The government does not have to initiate, proceed with or complete a criminal case in order for a victim to be able to apply for a U visa.
6. Can family members of the victim obtain any immigration benefit from the U visa?
Yes. Immediate family members (children, spouse and parents of the victim) are eligible for the same benefits as the primary beneficiary or victim, which include permission to live, study and work in the U.S. If the family members are outside the U.S., they may be able to obtain permission to enter the U.S. with a U visa status.
7. What type of damage or what type of suffering does a victim have to endure in order to qualify to apply for a U visa?
The victim has to have endured physical and/or psychological suffering and the applicant should present records that document this suffering. For example, counseling records from a therapist or hospital records that identify that the treatment the victim is receiving or has received is a result of an injury related to a crime.
8. What if the crime was committed by someone who is not a citizen or a resident? Would the victim still qualify for a visa?

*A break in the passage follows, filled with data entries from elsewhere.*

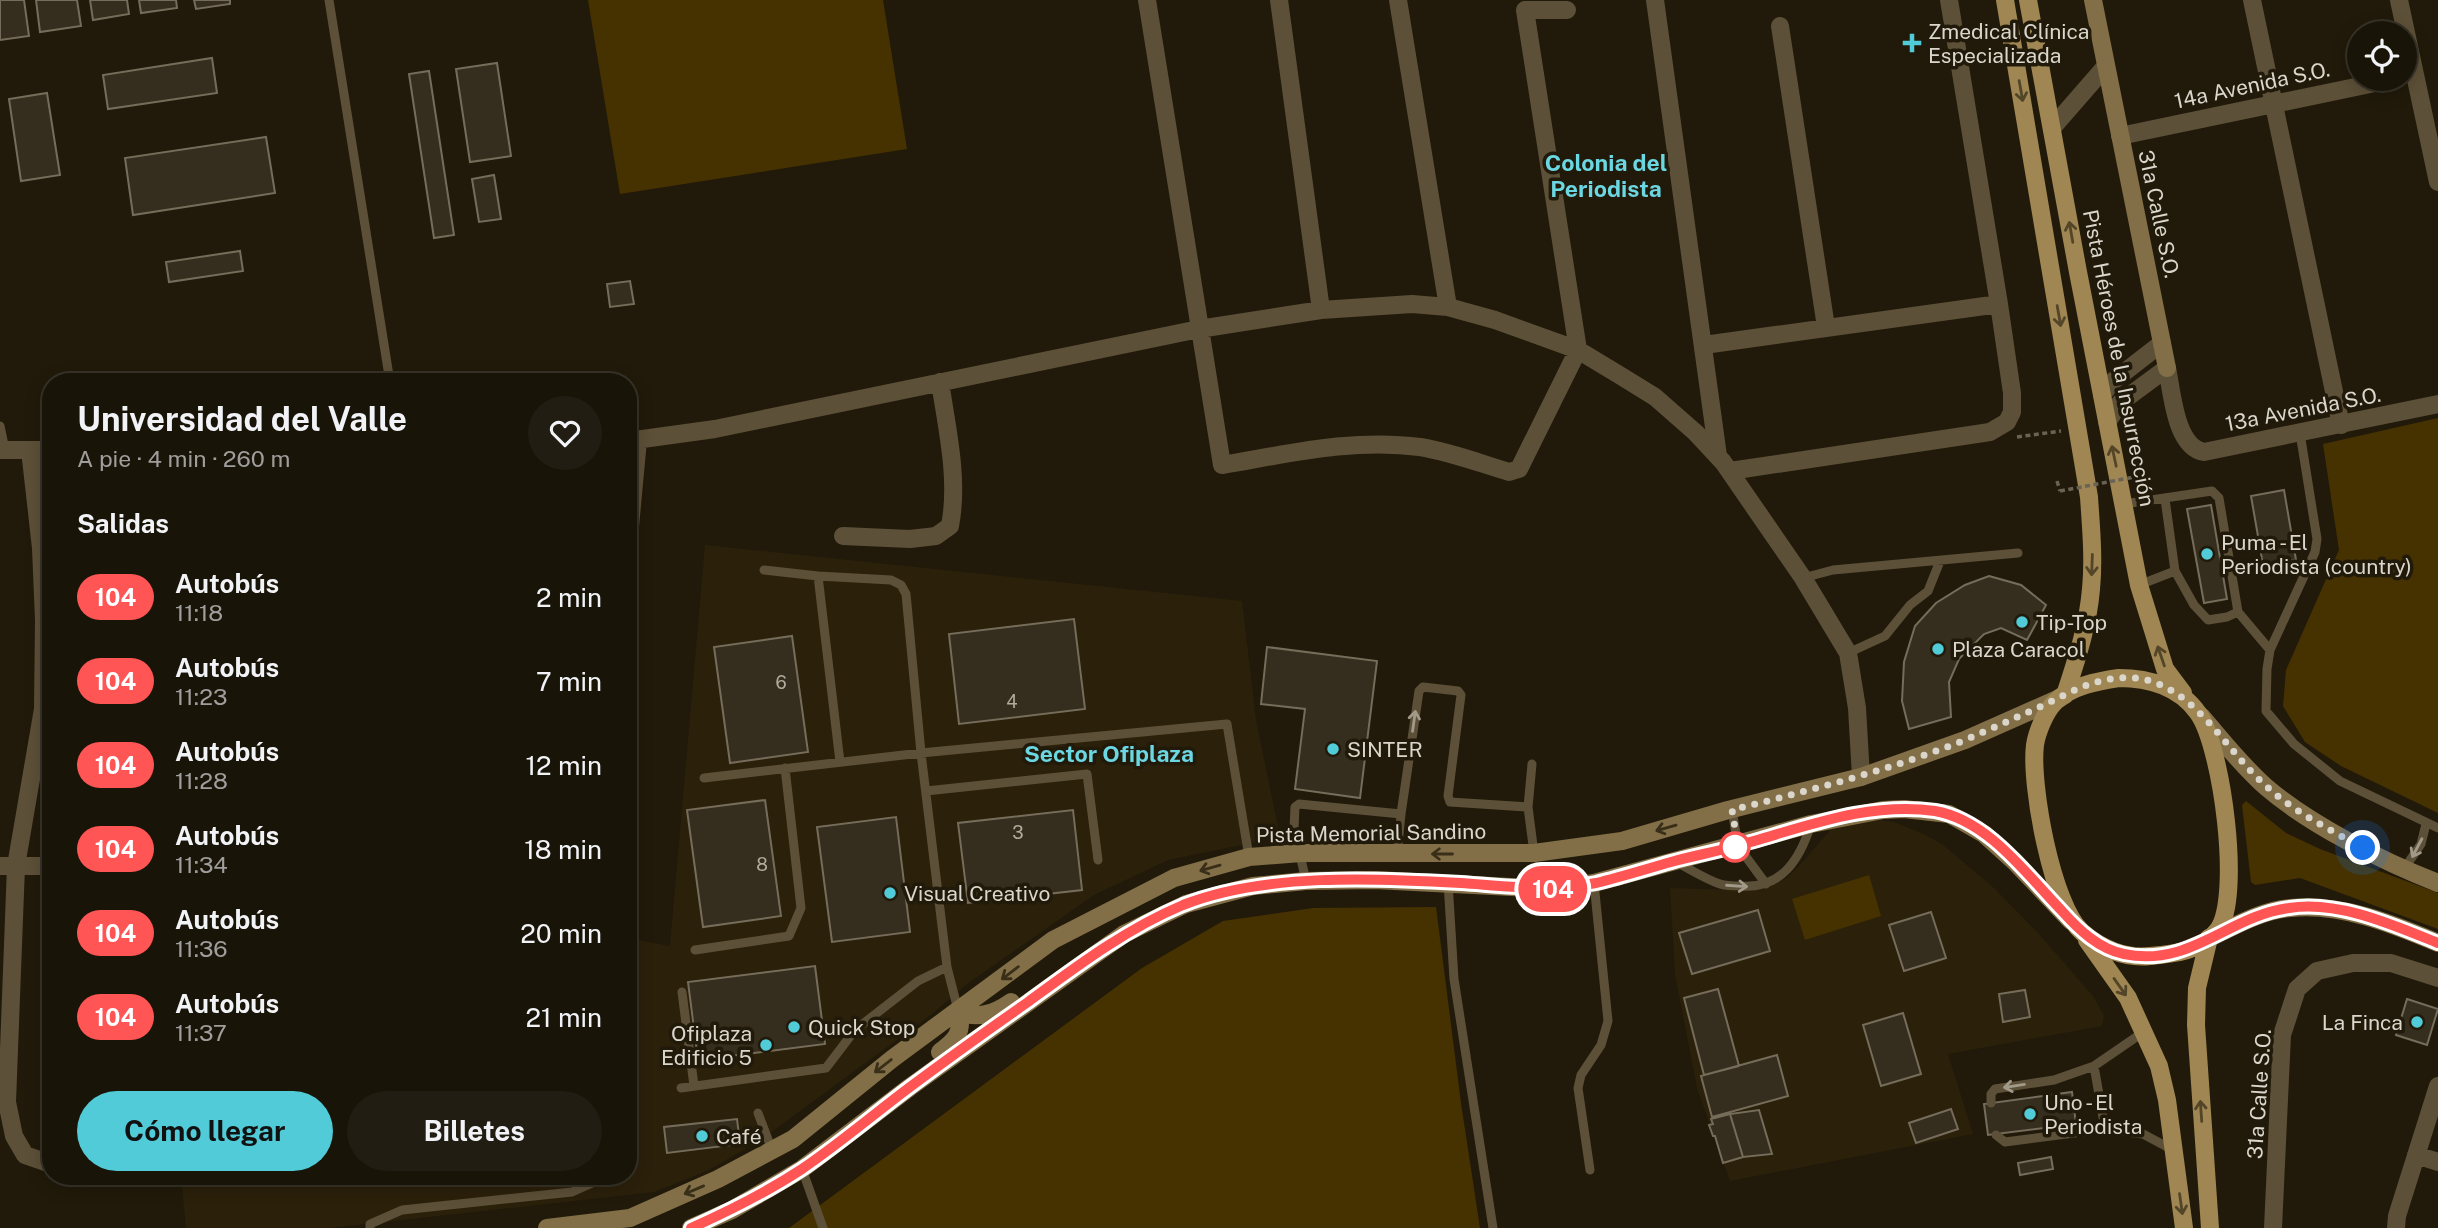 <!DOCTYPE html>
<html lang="es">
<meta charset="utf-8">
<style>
:root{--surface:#191408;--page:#221d12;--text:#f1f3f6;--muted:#9f9e9c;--line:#373329;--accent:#52cbd8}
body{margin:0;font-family:"Public Sans",sans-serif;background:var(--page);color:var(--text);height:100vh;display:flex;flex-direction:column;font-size:26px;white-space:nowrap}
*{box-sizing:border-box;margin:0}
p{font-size:23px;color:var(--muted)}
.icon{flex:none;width:38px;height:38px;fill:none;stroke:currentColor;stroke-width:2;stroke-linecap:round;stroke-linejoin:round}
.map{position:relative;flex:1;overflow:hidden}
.drawer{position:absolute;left:42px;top:373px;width:595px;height:812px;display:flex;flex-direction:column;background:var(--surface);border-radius:28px;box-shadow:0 4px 18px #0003,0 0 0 2px var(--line)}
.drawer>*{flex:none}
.badge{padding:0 14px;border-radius:23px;font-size:24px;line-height:46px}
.tools{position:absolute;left:2347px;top:21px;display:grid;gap:14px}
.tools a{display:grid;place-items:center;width:70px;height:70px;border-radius:50%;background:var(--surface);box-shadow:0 4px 18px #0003,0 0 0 2px var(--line);font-size:35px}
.you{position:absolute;width:35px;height:35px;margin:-18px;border:5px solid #fff;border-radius:50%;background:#1a73e8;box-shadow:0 0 0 10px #1a73e833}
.map>.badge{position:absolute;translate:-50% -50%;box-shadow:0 0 0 4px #fff}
h2{padding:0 35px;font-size:26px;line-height:63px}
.round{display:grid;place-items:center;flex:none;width:74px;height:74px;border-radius:37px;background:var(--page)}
.headline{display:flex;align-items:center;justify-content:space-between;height:119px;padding:0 35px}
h1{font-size:33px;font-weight:700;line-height:52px}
.primary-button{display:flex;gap:14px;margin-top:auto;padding:14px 35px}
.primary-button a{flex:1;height:80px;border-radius:42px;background:var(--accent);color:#111;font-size:28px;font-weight:700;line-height:80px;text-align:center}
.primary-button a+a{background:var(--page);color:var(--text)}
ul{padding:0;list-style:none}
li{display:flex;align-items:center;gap:21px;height:84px;padding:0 35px}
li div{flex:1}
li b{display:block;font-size:26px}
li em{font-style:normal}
li .badge{min-width:77px;font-weight:700;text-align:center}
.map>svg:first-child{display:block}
.built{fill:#2b200a}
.green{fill:#463200}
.building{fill:#352d1d;stroke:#756c5a;stroke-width:2}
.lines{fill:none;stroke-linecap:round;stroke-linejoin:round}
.path{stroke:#696355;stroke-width:3.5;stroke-dasharray:5 3.5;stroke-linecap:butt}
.lane{stroke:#5d5038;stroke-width:9}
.street{stroke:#5d5038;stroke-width:18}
.secondary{stroke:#826f47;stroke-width:18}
.primary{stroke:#9f8652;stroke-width:18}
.path-bridge{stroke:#696355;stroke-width:3.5;stroke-dasharray:5 3.5;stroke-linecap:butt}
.oneway{stroke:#534527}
.oneway2{stroke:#a29a89}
.oneway3{stroke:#392f19}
.line-casing{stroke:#fff;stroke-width:16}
.line{stroke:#f55;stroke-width:10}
.walk{stroke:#dbd6cc;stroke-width:7;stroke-dasharray:0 12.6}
.poi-dot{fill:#52cbd8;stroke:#211a0a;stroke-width:2.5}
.stop-dot{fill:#fff;stroke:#f55;stroke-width:3.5}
.labels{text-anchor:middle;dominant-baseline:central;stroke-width:7;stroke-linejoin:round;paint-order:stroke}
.number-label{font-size:18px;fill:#b2aca0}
.poi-label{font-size:21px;fill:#dbd6cc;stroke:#211a0a;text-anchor:start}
.street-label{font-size:21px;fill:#dbd6cc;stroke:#211a0a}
.neighbourhood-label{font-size:23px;font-weight:bold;fill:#6bd7e3;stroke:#211a0a}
</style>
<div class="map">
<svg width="2438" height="1228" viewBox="0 0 2438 1228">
<rect width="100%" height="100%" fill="#211a0a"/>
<path class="built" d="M705,545L1242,601L1256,720L1280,837L1168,860L1094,895L967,984L932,1014L762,1139L709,1170L654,1192L329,1228H186L181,1176H628V938L670,946Z
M1879,820L1894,822L1924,834L1943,845L1994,888L2038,933L2094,997L2104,1016L2102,1026L1948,1054L1973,1134L1730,1181L1697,1088L1675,974L1670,888L1732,890L1759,889L1772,885L1787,878L1800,865L1831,829L1860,821Z"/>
<path class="green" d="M588,0H883L907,149L620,194Z
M2438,418V813L2341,766L2305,742L2283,706L2286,670L2339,550L2323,444Z
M2246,801L2286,833L2320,849L2438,893V929L2300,878L2255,885L2251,882L2242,805Z
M1869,875L1881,916L1805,940L1792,899Z
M1436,907L1461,1103L1480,1228H789L1142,968L1223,921L1313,908Z"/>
<path class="building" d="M0,0H24L29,36L0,40Z
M36,0H77L81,26L40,32Z
M90,0H127L129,14L93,20Z
M139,0H176L177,8L141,13Z
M194,0H230V4L196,9Z
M212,58L217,93L108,109L103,75Z
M497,63L511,156L470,162L456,69Z
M429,71L454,235L434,238L409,74Z
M47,93L60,175L21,181L9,99Z
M266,137L275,193L133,215L125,158Z
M494,175L501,219L479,222L472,179Z
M240,251L243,271L169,282L166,262Z
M630,281L634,304L610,307L607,284Z
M2284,490L2296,560L2263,565L2251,496Z
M2211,505L2227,599L2204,603L2187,509Z
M1989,576L2021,585L2046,605L2027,640L2001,628L1984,634L1959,659L1949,682L1951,717L1909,729L1902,701L1904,662L1915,626L1936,603L1965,585Z
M1074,619L1085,709L959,724L949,634Z
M792,636L808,752L730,763L714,647Z
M1267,647L1377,661L1360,798L1295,789L1305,709L1261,704Z
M765,800L781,916L703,927L687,810Z
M1073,810L1082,890L968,903L958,823Z
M896,817L910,932L832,942L817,827Z
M1758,910L1770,951L1692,974L1679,933Z
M1931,912L1946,958L1904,971L1889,925Z
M815,966L825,1044L698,1060L688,982Z
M1718,989L1739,1066L1704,1075L1684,998Z
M2025,990L2030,1017L2003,1022L1999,994Z
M2407,999L2438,1009L2427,1045L2396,1035Z
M1903,1013L1921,1074L1881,1086L1863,1025Z
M1777,1055L1788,1096L1712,1117L1701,1076Z
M2072,1092L2076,1124L1988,1135L1984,1104Z
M1951,1109L1958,1129L1916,1143L1909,1123Z
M1759,1110L1772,1154L1743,1157L1730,1114Z
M1730,1114L1743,1157L1723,1163L1715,1136H1713L1709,1125L1713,1124L1711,1119Z
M737,1119L740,1144L667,1153L664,1127Z
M2051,1157L2053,1169L2020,1175L2018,1163Z"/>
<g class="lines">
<path class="path" d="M2017,437L2061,431
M2145,475L2147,484
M2057,481L2060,491"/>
<path class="lane" d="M329,0L390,382
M0,426L5,450
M2300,433L2317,539L2315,552L2270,650L2267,669L2266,711L2294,744L2340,781L2438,828
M2165,499L2175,571L2194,605L2208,620L2227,617L2238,612L2270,650
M2124,504L2212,491L2219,498L2238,612
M764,570L818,576L891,580L901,585L906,594L921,753L947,967L958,1010
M818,576L840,762
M1803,578L1833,570L2018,553
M2139,585L2175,571
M1848,653L1885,636L1910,605L1928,591L1940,561
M1532,764L1528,807L1534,853
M704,778L921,753L1227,724L1249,857
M926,791L1087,774L1098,860
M1732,810L1738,846L1766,884
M1397,854L1401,814L1419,691L1423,687L1458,691L1461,695L1448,796L1450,802L1528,807
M1676,862C1690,869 1705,879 1720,884C1726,886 1734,886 1741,886C1782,889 1800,859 1811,824
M2404,869L2421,844L2426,824
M1306,881L1294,829L1295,807L1299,804L1401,814
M1448,882L1454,979L1493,1228
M695,950L789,936L801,908L785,768
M682,992L694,1086
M2094,1066L2105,1129
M681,1088L826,1068L855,1030L918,981L947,967
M1991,1103V1094L1995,1089L2054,1080L2094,1066L2145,1031
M758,1113L772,1150
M1996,1135L2005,1142L2105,1129L2143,1134L2173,1150
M802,1169L823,1228
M1590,1170L1578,1088L1581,1075L1601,1045L1608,1021L1594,883
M370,1228V1224L402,1210L572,1192L597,1181L600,1176"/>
<path class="street" d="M1147,0L1222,465C1288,454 1353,438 1420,447C1451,452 1479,463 1509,472L1519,469L1578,350L1525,10H1567
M1279,0L1321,310
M1398,0L1448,307
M1655,0L1718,456
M2252,0L2341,425
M2399,0L2438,182
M1780,26L1826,327
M2052,128L2106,66
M2120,136L2394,79
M1704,345L1999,304
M2102,395L2113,381L2162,343
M2107,422L2121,402L2167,368C2172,391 2175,447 2204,452L2438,404
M628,441L715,429L1199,329L1321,310L1412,304L1448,307L1495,320L1578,350L1621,376L1655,397L1696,433L1723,462L1803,578L1848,653L1857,708L1861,777
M0,450H51
M30,450L41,548L44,620L43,709L16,866L7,1102L14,1136L25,1155L51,1164
M1730,471L1990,432L2007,422L2012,412V393L1999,304L1949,0
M843,536L910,539L936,536L950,526C959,479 947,429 940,382
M628,548L638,440
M0,866H51
M2416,1155L2438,1162
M2273,1228L2282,1035L2297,989L2317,971L2353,963H2391L2438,978
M2396,1228L2397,1216L2438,1086"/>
<path class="secondary" d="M2093,0L2167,368
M2201,716C2222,740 2242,766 2266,787C2310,825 2384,862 2438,883
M2209,938C2235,926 2262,910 2291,908C2341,903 2393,924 2438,943
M959,1012C978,1019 994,1014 1011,1002
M940,1052C956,1040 963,1033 959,1012
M547,1228L630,1218L718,1179L793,1139L892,1059L1053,940L1174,878L1249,857L1301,853H1534L1622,841L1728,810L1861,777L1965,740L2062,697
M691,1228L732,1210L802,1169L910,1087L1124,934L1186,904L1253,886L1306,881L1375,880L1551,889L1594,883L1811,824L1883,810L1904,809L1949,814L1984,834L2015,862L2071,921"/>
<path class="primary" d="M2005,0L2089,497C2091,527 2094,559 2091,589C2088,626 2076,661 2065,695
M2028,0L2078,272L2139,585L2165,669L2183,693
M2119,678C2149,678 2180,687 2198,713C2222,746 2242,897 2218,930C2202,951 2174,954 2150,956C2125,959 2100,948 2082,932C2052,906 2030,784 2035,745C2037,732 2045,712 2055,702C2071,686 2098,681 2119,678Z
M2209,938L2197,988L2196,1025L2210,1228
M2087,940L2128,998L2159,1066L2167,1100L2184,1228"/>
<path class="path-bridge" d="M2060,491L2145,475"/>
</g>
<defs><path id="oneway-shaft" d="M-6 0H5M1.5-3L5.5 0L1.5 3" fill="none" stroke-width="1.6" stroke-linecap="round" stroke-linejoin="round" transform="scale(1.75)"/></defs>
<g class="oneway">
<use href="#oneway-shaft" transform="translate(2021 91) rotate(80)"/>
<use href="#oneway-shaft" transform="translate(2071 232) rotate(-100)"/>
<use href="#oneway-shaft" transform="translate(2059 316) rotate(80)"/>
<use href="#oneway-shaft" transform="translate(2114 456) rotate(-102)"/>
<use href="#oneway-shaft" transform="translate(2092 565) rotate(92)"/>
<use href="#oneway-shaft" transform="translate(2161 656) rotate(-109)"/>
<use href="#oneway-shaft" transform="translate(2120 987) rotate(55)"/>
<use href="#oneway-shaft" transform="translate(2201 1111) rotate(-94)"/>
<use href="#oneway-shaft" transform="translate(2181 1204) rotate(82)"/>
</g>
<g class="oneway2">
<use href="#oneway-shaft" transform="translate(1414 721) rotate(-82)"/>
<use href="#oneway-shaft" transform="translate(2417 848) rotate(118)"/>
<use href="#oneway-shaft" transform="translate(1737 886) rotate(4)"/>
<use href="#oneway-shaft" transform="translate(2014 1086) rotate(171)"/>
</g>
<g class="oneway3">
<use href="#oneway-shaft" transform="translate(1666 828) rotate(164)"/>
<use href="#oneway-shaft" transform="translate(1442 854) rotate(180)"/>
<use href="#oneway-shaft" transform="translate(1210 868) rotate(164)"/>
<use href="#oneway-shaft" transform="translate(1010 973) rotate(143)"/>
<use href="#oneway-shaft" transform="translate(883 1066) rotate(142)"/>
<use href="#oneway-shaft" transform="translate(694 1190) rotate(157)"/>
</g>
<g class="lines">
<g class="line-casing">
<path id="line" d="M691,1228C729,1211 767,1192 802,1169C839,1144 874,1114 910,1087C949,1058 988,1030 1028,1002C1077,966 1126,929 1183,905C1264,873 1375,878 1461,883C1506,886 1551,892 1596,883C1621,877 1646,869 1671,862C1692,856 1715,852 1736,846C1800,829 1867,801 1935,811C1988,820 2027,875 2062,911C2079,930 2099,949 2124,954C2190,968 2228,916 2289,908C2338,900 2393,925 2438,943"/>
</g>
<use href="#line" class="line"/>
<path class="walk" d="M1735,847L1738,846L1732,810C1811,790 1890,770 1965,740C1993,728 2020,716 2048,703C2065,695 2082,685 2101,681C2121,676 2144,676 2163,686C2204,705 2232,756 2265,785C2294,812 2329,829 2363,848"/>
</g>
<g class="poi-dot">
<path d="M1908.5 32.5h7v7h7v7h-7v7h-7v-7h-7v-7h7z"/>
<circle cx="2207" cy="554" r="7"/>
<circle cx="2022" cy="622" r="7"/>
<circle cx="1938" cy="649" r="7"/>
<circle cx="1333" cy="749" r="7"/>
<circle cx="890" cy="893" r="7"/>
<circle cx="2417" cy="1022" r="7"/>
<circle cx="794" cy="1027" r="7"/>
<circle cx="766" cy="1045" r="7"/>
<circle cx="2030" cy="1114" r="7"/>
<circle cx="702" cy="1136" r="7"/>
</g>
<circle class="stop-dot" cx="1735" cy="847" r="14"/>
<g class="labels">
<g class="number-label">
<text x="781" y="682">6</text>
<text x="1012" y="701">4</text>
<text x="1018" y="832">3</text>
<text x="762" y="864">8</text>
</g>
<g class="poi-label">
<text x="1928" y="31">Zmedical Clínica<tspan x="1928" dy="24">Especializada</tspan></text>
<text x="2221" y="542">Puma - El<tspan x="2221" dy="24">Periodista (country)</tspan></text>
<text x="2036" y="622">Tip-Top</text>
<text x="1952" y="649">Plaza Caracol</text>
<text x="1347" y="749">SINTER</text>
<text x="904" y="893">Visual Creativo</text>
<text x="2403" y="1022" text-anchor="end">La Finca</text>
<text x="808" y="1027">Quick Stop</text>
<text x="752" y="1033" text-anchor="end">Ofiplaza<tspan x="752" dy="24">Edificio 5</tspan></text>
<text x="2044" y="1102">Uno - El<tspan x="2044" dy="24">Periodista</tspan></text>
<text x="716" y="1136">Café</text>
</g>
<g class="street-label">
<text transform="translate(2252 85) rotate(-12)">14a Avenida S.O.</text>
<text transform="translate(2159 214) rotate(78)">31a Calle S.O.</text>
<text transform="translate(2119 358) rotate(79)">Pista Héroes de la Insurrección</text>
<text transform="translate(2303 409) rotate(-11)">13a Avenida S.O.</text>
<text transform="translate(1371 833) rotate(-1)">Pista Memorial Sandino</text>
<text transform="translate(2259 1094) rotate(-86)">31a Calle S.O.</text>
</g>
<g class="neighbourhood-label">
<text x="1606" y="162">Colonia del<tspan x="1606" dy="26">Periodista</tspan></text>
<text x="1109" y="753">Sector Ofiplaza</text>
</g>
</g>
</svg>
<div class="tools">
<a><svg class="icon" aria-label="locate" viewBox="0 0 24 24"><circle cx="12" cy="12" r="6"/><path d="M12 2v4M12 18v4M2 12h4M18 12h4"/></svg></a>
</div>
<div class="you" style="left:2363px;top:848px"></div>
<b class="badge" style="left:1553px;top:889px;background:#f55;color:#fff">104</b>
<section class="drawer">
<div class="headline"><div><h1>Universidad del Valle</h1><p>A pie · 4 min · 260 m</p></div><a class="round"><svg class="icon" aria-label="heart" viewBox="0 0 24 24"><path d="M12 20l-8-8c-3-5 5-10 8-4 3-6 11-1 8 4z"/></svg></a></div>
<h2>Salidas</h2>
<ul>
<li><span class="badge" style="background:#f55;color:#fff">104</span><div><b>Autobús</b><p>11:18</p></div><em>2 min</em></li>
<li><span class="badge" style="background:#f55;color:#fff">104</span><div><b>Autobús</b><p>11:23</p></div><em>7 min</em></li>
<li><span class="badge" style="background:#f55;color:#fff">104</span><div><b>Autobús</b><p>11:28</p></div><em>12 min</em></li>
<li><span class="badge" style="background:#f55;color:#fff">104</span><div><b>Autobús</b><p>11:34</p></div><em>18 min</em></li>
<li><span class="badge" style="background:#f55;color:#fff">104</span><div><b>Autobús</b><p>11:36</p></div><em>20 min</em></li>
<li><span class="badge" style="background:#f55;color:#fff">104</span><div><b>Autobús</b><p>11:37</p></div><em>21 min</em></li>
</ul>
<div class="primary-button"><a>Cómo llegar</a><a>Billetes</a></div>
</section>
</div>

Yes. Unlike the VAWA law that only provides benefits to victims of abuse if the perpetrator is a U.S. Citizen or a legal permanent resident, the U visa law provides immigration benefits to victims regardless of the immigration status of the perpetrator of the crime. For example, if a person is a victim of domestic violence and the abuser has no lawful immigration status, the victim is still eligible for the U visa and all its benefits.
9. How long does a U visa last?
A U visa may be approved initially for up to four years and also may be renewed for an additional period of time.
10. Can a person with a U visa and their family members obtain residency?
Yes. After 3 years of holding the U visa, the person and derivative beneficiaries (immediate family members that were granted a U visa through the victim or primary beneficiary) may apply for resident status.
11. Can family members get a U visa status if they do not live in the U.S.?
Yes. Immediate family members may apply for a U visa status as derivative beneficiaries of the victim of a crime.
12. How long does it take to get a U visa processed?
U visas are generally processed within 9 to 12 months from the time of submission of the application to the USCIS.
13. What type of documents are needed to process a U visa?
Evidence of the suffering that the victim has endured as a result of the criminal conduct, a signature from a qualified official certifying the victim’s assistance, and evidence that the crime is one that is set forth under the law or that substantially involves an action similar to those crimes.